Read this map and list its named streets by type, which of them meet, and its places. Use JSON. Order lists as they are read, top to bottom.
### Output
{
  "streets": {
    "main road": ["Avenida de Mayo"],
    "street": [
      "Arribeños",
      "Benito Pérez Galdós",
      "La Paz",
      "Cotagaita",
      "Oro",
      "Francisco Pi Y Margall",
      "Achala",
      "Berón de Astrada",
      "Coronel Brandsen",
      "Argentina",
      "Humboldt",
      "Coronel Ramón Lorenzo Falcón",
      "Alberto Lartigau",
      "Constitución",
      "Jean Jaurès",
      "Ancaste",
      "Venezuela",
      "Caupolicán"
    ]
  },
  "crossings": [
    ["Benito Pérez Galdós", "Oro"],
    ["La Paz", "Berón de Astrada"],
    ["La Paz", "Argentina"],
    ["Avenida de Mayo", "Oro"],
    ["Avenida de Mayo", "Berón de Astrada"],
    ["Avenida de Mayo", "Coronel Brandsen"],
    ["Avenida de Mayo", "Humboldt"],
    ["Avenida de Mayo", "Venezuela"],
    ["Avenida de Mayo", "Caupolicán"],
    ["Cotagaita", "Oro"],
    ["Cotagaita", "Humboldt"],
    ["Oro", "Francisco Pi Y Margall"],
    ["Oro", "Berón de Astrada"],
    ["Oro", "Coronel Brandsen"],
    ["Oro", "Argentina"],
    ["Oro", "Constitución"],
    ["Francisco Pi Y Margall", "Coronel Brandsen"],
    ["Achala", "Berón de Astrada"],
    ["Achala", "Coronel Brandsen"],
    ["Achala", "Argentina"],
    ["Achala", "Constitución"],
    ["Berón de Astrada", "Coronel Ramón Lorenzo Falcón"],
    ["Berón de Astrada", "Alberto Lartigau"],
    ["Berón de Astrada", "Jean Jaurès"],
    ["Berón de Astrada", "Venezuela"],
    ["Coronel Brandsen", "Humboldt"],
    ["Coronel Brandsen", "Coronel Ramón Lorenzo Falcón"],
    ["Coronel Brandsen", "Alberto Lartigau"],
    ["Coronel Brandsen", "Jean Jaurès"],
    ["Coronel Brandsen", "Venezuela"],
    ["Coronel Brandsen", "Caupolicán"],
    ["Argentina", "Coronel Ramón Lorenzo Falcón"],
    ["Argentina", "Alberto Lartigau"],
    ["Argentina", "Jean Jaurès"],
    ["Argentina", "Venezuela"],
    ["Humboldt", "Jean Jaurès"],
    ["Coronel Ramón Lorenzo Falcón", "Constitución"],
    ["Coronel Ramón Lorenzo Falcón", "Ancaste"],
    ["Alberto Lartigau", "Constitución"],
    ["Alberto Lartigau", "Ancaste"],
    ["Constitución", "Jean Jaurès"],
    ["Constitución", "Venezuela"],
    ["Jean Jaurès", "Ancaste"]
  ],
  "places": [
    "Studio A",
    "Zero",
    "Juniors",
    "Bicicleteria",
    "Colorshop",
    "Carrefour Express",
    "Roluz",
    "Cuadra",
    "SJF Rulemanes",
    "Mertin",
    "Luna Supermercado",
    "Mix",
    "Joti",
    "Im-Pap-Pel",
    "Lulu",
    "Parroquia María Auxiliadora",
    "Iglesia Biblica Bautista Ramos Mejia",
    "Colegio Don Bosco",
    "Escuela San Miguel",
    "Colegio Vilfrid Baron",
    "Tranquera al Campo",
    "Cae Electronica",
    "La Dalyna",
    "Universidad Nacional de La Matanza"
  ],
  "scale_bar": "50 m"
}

============================================================

» Work to complete:
Every line above that includes the word "Margall" should be listed.

» Exercise solution:
      "Francisco Pi Y Margall",
    ["Oro", "Francisco Pi Y Margall"],
    ["Francisco Pi Y Margall", "Coronel Brandsen"],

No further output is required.